FOUCAULT. Michel As Palavras e as Coisas: uma Arqueologia das Ciências Humanas. 2. ed. São Paulo, Martins Fontes, 1981.

- De um modo geral, o livro coloca questões acerca de como percebemos as linguagens e como elas representam e ao mesmo tempo constroem visões de mundo. Foucault faz uma leitura das relações entre poder e saber e das visões de mundo (episteme) que perpassaram a história das representações no Ocidente.

- Pensando no modo como o programa da disciplina foi organizado, recomendo a leitura de três capítulos: "Las meninas", que analisa o famoso quadro de Velásquez; "A prosa do mundo", "D. Quixote".

- Para entender melhor a noção de episteme, recomendo o prefácio do livro. Há ainda um artigo bem bacana (de uma pesquisadora chamada Iara Guazzelli), que pode ser acessado no seguinte link:


SANTIAGO, Silviano. A democratização no Brasil: cultura versus arte. In: O cosmopolitismo do pobre: crítica literária e crítica cultural. Belo Horizonte: Ed. UFMG, 2004. p.134-156.

- Se der tempo, gostaria de inserir esse texto no programa. Trata-se de uma reflexão sobre o campo das artes e da cultura brasileiras, em que Silviano Santiago vai mapear as opções discursivas ou posicionamentos do intelectual brasileiro, a partir de um recorte: o período entre 1979 e 1981. Para ele, esse é o
momento, no Brasil, da transição do século XX para o seu fim. Isso por conta das mudanças ocorridas nesses campos.

- O autor analisa
o cenário artístico e cultural do Brasil no momento de transição da ditadura para o processo de democratização que se anunciava no País.

- Nesse momento, por exemplo, o autor registra um deslizamento nas formas como se narrava o Brasil, no campo da arte: de uma perspectiva literária e sociológica, deslizou-se para um terreno cultural e antropológico (acho que falei um pouco sobre isso no final da aula, mas não estava particularmente do caso restrito do Brasil).

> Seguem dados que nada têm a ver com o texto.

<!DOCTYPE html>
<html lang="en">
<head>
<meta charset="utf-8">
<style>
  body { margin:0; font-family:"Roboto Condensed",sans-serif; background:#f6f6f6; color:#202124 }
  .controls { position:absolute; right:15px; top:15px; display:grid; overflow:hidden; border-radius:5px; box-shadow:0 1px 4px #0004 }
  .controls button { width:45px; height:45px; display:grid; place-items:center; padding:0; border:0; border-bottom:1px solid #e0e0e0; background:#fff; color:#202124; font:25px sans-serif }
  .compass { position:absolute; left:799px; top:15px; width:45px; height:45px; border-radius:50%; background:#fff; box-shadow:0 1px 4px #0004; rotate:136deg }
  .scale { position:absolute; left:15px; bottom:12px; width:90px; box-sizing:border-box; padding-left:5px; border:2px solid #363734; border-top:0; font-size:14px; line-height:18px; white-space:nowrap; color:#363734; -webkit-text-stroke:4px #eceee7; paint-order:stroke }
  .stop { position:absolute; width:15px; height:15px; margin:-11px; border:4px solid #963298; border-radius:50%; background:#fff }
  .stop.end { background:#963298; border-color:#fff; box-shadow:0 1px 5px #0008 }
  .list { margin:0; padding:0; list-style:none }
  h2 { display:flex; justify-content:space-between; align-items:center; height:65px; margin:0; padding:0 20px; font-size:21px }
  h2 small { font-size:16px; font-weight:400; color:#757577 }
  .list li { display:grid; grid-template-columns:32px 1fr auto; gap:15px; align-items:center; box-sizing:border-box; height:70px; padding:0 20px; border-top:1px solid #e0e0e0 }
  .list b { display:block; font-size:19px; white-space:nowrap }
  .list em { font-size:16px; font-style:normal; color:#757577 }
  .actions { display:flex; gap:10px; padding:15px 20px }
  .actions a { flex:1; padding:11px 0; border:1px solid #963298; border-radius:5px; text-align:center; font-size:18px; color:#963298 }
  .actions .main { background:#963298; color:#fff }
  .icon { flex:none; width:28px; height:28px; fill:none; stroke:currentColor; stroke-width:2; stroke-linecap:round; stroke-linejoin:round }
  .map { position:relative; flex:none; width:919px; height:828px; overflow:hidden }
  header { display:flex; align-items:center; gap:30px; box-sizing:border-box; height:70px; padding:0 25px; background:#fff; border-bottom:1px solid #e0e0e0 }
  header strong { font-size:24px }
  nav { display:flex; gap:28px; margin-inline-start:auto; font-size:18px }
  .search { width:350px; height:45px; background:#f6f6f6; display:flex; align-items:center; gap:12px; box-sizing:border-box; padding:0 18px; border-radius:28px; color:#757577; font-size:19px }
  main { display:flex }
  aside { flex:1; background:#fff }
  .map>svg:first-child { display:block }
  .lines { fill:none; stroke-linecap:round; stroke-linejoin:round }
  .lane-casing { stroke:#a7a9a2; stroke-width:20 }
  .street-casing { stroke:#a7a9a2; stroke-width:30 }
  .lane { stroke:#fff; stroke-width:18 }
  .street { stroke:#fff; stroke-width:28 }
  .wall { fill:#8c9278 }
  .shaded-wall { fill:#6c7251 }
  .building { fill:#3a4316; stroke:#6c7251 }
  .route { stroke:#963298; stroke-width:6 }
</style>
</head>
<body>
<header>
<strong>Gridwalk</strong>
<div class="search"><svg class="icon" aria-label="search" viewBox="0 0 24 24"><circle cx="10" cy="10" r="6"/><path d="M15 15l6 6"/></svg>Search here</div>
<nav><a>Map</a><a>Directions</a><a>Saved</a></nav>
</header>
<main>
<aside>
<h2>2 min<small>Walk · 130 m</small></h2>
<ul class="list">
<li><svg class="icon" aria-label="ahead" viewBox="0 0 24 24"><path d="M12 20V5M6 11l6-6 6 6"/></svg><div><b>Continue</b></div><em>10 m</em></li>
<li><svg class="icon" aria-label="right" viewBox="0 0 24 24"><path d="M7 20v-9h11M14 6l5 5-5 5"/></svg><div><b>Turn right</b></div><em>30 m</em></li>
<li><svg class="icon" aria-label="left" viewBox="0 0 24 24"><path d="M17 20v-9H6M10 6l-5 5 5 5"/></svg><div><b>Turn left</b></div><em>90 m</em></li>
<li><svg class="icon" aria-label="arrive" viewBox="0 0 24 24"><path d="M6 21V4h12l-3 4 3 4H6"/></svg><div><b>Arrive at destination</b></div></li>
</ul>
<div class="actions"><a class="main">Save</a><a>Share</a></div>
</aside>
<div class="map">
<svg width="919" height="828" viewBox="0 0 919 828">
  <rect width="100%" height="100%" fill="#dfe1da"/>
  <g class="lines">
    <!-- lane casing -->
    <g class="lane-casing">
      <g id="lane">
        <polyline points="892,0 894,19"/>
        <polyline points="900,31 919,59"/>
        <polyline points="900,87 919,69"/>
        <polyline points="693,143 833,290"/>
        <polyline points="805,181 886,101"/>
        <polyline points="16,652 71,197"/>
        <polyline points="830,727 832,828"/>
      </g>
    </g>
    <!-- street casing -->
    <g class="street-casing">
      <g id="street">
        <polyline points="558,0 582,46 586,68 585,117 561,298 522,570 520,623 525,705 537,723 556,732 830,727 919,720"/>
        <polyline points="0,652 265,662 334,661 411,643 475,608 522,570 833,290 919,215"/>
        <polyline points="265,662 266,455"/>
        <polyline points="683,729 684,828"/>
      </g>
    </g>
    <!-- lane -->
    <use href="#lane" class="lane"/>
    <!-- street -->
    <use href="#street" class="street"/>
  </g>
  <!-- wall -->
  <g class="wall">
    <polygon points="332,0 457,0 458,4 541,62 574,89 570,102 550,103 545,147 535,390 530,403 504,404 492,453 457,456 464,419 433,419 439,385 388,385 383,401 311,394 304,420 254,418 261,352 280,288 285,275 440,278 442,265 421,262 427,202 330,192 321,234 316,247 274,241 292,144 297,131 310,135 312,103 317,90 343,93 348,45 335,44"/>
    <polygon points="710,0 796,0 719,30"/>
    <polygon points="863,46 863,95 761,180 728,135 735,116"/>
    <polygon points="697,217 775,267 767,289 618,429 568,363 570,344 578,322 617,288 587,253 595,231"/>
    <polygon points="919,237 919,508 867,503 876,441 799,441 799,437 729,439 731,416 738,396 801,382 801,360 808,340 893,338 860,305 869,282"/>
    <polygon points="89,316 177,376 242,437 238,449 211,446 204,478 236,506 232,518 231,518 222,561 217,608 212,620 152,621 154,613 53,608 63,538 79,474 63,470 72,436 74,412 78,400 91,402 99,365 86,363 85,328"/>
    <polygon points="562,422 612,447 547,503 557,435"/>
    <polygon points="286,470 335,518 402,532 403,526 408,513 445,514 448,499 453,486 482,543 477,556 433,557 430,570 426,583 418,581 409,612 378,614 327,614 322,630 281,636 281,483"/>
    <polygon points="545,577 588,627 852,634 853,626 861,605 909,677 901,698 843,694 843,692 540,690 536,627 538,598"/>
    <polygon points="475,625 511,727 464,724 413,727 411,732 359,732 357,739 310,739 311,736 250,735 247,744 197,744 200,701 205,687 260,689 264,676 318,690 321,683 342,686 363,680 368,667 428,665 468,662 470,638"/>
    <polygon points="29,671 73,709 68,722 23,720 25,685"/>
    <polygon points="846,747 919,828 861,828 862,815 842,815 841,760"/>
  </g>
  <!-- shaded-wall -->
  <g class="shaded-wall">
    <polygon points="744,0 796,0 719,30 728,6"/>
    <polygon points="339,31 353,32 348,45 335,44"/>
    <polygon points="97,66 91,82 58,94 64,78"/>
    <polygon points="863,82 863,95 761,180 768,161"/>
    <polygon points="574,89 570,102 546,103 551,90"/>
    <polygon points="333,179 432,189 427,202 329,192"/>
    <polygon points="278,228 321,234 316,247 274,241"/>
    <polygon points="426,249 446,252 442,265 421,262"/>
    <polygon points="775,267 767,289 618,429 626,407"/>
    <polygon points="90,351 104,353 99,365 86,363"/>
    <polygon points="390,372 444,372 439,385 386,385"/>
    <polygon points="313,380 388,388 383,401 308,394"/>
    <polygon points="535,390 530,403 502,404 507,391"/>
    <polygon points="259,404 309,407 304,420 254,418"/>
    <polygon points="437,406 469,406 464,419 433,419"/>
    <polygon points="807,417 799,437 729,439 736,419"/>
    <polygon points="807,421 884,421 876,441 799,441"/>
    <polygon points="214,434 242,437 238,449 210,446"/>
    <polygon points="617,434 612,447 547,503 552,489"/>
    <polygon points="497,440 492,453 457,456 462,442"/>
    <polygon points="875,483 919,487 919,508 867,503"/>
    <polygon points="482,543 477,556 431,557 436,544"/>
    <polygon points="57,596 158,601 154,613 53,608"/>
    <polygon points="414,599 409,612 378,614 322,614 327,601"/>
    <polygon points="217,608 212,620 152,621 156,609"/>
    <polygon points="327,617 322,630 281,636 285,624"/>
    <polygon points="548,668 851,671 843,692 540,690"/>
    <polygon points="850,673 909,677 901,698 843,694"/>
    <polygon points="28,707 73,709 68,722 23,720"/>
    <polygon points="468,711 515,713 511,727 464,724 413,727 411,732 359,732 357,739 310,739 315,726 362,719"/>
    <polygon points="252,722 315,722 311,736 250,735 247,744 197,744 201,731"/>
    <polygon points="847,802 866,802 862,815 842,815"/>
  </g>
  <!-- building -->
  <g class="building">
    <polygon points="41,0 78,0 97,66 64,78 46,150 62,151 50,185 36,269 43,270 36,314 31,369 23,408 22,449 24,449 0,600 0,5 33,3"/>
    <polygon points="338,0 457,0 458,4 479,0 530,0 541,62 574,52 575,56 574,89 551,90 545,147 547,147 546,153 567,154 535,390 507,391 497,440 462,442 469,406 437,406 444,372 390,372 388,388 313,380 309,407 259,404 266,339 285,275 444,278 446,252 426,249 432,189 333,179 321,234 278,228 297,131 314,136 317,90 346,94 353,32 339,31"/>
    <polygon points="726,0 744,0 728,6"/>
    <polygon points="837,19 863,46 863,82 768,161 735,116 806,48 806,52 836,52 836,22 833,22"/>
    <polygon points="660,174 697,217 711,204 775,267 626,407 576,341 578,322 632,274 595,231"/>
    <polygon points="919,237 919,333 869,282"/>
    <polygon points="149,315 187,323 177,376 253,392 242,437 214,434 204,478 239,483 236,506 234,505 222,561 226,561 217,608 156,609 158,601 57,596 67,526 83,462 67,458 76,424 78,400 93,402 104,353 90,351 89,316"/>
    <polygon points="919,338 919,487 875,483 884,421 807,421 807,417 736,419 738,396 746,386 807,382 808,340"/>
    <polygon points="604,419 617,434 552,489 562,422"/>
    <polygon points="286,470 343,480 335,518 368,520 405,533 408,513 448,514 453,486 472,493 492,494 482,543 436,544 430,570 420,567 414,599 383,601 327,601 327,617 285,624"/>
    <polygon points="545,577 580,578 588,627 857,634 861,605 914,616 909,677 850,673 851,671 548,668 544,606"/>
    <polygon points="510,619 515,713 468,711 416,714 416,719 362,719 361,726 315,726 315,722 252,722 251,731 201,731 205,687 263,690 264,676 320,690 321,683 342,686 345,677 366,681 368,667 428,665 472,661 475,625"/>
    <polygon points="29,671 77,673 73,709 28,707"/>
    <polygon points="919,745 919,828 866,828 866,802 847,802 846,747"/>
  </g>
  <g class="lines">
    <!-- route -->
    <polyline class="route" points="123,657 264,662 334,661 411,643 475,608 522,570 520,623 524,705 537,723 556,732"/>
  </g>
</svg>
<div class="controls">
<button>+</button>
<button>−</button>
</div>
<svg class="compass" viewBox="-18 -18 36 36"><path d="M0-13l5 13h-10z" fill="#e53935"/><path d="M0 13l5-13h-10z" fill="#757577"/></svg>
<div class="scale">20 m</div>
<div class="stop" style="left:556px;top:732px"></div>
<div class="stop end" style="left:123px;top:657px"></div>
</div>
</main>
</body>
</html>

- O texto está disponível na rede e pode ser acessado no endereço abaixo (atenção pois ele aparece com outro título: "Crítica cultural, crítica literária: desafios do fim de século"), mas é o mesmo artigo.
http://www.pacc.ufrj.br/literaria/critica.html

- Para quem se interessar pelo autor, a página tem ainda outros textos dele e sobre ele. O link: http://www.pacc.ufrj.br/literaria/silvart.html


AUERBACH, Eric.
Mimesis:
a representação da realidade na literatura ocidental. São Paulo: EdUSP; Perspectiva, 1971.

- A obra foi escrita no período em que Auerbach esteve exiliado na Turquia, fugindo do nazismo (ele era judeu). Trata-se da leitura de textos clássicos da literatura, e por isso não participará diretamente da nossa bibliografia. É possível, entretanto, entender os modos como a literatura representou a realidade e por que hoje a realidade se narra muito mais por outras formas de arte, notadamente ligadas à comunicação.